While at some level the analogy is appropriate because there are common lessons, such as the fact that specialization is limited by the size of the market, I doubt that it’s as valuable when discussing the nuts and bolts of such (informational or economic) exchanges or the policies that should be adopted. But Google is pushing it hard:
Chief Legal Officer David Drummond… said Google is seeing an “alarming increase” in governments around the world censoring the Web, and he called on the U.S. government to treat the issue much as it would if a foreign nation was blocking the trade of physical goods.
“If this was happening with physical trade, we’d all be saying this violates trade agreements,” he said…
Drummond said barriers take several forms, such as blocking access to Google’s YouTube video service or by imposing licensing requirements that stipulate the company must install servers within a country in order to create a “local presence”–a definition that subjects content on those servers to local laws.

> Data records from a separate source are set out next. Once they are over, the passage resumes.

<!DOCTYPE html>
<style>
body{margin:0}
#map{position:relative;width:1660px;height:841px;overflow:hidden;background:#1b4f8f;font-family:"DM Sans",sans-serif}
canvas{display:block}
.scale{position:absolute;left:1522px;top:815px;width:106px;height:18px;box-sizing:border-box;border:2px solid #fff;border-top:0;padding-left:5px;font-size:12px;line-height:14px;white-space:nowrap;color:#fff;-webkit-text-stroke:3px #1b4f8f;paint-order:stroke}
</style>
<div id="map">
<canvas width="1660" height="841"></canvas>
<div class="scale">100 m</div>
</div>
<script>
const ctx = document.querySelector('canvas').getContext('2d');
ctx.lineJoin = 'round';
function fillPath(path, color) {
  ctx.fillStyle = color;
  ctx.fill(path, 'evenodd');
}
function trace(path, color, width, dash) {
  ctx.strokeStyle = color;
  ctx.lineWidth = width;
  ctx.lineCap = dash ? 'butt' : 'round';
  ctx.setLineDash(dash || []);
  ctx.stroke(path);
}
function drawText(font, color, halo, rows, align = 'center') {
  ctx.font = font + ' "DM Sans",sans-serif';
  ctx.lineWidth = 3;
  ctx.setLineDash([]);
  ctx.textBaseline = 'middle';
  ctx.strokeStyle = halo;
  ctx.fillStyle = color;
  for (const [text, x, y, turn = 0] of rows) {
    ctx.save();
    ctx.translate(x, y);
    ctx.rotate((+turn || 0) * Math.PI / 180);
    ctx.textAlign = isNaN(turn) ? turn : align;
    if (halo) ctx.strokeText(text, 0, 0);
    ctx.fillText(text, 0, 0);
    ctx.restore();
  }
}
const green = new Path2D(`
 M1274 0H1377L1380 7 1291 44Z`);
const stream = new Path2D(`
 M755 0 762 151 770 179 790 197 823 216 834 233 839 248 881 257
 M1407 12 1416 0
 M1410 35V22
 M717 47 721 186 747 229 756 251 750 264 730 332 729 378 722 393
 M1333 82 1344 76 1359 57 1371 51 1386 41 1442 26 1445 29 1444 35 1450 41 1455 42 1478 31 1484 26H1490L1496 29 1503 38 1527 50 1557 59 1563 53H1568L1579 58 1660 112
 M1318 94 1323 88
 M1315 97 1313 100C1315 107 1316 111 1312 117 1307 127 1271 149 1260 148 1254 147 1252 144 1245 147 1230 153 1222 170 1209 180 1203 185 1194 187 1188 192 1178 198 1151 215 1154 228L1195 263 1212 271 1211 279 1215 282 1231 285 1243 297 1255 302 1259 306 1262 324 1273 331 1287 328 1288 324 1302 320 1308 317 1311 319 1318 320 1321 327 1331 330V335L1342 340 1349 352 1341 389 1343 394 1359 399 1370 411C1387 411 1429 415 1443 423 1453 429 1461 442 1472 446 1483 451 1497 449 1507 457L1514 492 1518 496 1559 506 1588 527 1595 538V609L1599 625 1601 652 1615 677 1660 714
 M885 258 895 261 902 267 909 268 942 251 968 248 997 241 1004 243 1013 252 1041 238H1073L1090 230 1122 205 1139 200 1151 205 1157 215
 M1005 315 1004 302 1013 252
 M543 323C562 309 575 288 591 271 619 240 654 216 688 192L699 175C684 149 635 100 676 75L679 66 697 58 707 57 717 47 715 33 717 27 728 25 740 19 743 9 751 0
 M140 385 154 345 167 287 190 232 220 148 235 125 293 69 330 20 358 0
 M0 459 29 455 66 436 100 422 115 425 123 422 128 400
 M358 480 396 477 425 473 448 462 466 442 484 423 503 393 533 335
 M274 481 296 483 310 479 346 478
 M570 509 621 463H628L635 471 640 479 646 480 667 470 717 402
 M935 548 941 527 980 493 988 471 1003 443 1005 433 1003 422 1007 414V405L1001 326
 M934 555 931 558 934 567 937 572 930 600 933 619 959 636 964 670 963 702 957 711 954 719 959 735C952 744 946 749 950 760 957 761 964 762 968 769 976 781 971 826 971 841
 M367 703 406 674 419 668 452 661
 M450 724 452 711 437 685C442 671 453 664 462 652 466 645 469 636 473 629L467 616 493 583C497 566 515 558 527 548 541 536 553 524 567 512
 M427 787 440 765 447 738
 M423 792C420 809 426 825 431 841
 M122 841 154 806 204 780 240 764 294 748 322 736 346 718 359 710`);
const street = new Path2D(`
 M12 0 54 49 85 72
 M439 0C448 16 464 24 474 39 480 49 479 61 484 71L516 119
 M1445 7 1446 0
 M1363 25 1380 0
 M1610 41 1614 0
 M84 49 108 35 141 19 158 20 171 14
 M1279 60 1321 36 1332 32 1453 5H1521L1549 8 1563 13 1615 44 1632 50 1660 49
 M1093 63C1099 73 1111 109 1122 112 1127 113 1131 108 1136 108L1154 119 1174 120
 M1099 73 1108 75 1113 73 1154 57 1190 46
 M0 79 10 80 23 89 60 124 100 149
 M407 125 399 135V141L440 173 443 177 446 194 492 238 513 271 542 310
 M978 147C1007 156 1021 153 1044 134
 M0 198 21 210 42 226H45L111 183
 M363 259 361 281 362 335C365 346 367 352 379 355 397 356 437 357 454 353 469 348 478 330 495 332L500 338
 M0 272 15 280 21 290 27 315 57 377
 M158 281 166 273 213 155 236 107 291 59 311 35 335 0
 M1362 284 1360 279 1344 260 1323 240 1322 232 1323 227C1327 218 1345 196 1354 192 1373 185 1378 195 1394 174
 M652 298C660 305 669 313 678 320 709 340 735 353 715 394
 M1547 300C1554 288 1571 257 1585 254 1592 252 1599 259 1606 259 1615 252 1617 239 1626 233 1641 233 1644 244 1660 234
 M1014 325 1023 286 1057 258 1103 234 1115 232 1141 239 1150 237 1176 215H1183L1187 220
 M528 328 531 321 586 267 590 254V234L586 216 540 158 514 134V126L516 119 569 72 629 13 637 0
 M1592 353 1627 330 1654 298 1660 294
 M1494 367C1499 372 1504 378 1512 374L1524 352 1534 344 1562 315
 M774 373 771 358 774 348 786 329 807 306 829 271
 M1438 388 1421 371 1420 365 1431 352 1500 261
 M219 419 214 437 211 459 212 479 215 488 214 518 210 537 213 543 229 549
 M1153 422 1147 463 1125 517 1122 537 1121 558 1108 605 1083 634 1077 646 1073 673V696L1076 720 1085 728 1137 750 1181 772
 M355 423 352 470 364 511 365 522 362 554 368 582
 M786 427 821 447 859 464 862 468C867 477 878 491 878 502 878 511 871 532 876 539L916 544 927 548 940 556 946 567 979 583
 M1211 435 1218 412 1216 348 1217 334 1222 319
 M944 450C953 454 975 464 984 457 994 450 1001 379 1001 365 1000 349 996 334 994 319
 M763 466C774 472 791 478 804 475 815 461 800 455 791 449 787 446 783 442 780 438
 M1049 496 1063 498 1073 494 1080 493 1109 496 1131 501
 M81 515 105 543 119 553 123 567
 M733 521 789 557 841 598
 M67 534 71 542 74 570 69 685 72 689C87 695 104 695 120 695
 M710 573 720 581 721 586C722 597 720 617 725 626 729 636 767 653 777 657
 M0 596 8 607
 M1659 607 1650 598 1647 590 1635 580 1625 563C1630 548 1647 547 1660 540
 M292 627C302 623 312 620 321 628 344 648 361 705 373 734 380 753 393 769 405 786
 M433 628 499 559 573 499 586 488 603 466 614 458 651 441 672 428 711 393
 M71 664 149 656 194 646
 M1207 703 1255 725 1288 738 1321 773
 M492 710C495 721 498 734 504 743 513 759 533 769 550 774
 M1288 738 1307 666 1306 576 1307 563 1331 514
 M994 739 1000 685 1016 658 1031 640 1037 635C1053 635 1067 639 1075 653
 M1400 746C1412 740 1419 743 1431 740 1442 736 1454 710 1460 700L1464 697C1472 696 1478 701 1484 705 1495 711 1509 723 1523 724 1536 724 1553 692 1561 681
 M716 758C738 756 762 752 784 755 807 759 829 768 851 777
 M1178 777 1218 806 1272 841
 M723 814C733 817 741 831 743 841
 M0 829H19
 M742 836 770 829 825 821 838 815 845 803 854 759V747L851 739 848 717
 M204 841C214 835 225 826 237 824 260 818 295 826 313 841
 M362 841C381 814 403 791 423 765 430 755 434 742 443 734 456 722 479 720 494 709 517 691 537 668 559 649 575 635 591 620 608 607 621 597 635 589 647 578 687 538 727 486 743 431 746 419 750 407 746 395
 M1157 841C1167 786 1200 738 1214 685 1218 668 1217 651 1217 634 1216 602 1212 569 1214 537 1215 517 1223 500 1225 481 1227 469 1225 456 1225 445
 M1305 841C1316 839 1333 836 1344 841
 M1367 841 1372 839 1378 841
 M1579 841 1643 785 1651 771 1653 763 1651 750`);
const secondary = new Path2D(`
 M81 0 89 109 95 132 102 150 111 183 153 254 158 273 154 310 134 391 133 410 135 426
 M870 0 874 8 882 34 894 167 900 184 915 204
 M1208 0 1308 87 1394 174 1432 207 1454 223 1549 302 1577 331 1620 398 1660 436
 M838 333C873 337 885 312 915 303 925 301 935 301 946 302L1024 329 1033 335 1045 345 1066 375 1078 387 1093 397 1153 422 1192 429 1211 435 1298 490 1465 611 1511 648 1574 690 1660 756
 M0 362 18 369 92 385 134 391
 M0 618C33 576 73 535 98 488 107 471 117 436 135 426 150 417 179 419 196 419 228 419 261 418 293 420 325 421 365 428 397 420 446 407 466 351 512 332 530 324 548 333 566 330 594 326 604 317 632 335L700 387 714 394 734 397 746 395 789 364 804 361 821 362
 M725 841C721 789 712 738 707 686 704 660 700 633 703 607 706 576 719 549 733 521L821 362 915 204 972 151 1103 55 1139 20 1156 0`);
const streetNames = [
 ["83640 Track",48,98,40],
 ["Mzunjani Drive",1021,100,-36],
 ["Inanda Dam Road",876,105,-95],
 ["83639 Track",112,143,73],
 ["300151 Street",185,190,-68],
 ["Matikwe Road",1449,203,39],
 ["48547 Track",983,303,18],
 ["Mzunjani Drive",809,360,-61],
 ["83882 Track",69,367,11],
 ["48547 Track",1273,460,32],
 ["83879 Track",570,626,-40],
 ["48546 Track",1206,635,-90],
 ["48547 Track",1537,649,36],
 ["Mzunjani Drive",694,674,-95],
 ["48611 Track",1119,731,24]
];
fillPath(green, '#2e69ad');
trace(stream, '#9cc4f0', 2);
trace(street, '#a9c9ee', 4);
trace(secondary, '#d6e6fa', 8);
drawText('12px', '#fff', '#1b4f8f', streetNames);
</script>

This argument, as presented by the WSJ, isn’t consistent with WTO law. Trade barriers discriminate between domestically produced goods and imports produced abroad. To quote myself:
Banning the consumption of tradable goods and services isn’t a WTO violation per se; international trade law emphasizes non-discrimination in the treatment of foreign and domestic products. Consider Antigua’s online gambling case against the US at the WTO. The basis for its claims was not that the US was obliged to allow online gambling, but that if it allowed domestic online gambling (such as allowed by the Interstate Horseracing Act), it was obliged by its GATS commitments to also allow online gambling provided by foreign suppliers. Similarly, I suspect that censorship only constitutes a trade barrier if foreign sources of information are censored more heavily than domestic providers, i.e. a difference in national treatment.
In short, “free trade” doesn’t mean “everything goes” and local laws can’t govern consumption. Free trade means non-discrimination with respect to producers’ origins.
The more plausible line of argument is that trade agreements can be used as leverage in negotiating non-trade issues:
“In our view at Google it’s high time for us to start really sinking our teeth into this one,” said Drummond.
“We have great opportunities now with pending trade agreements to start putting some pressure on countries to recognize that Internet freedom not only is a core value — that we should be holding them to account from a human rights standpoint — but also that if you want to be part of the community of free trade, you are going to have to find a way to allow the Internet to be open.”
But making trade negotiations contingent on pledges against government censorship doesn’t mean that Chinese-style internet censorship constitutes a trade barrier in the traditional WTO sense.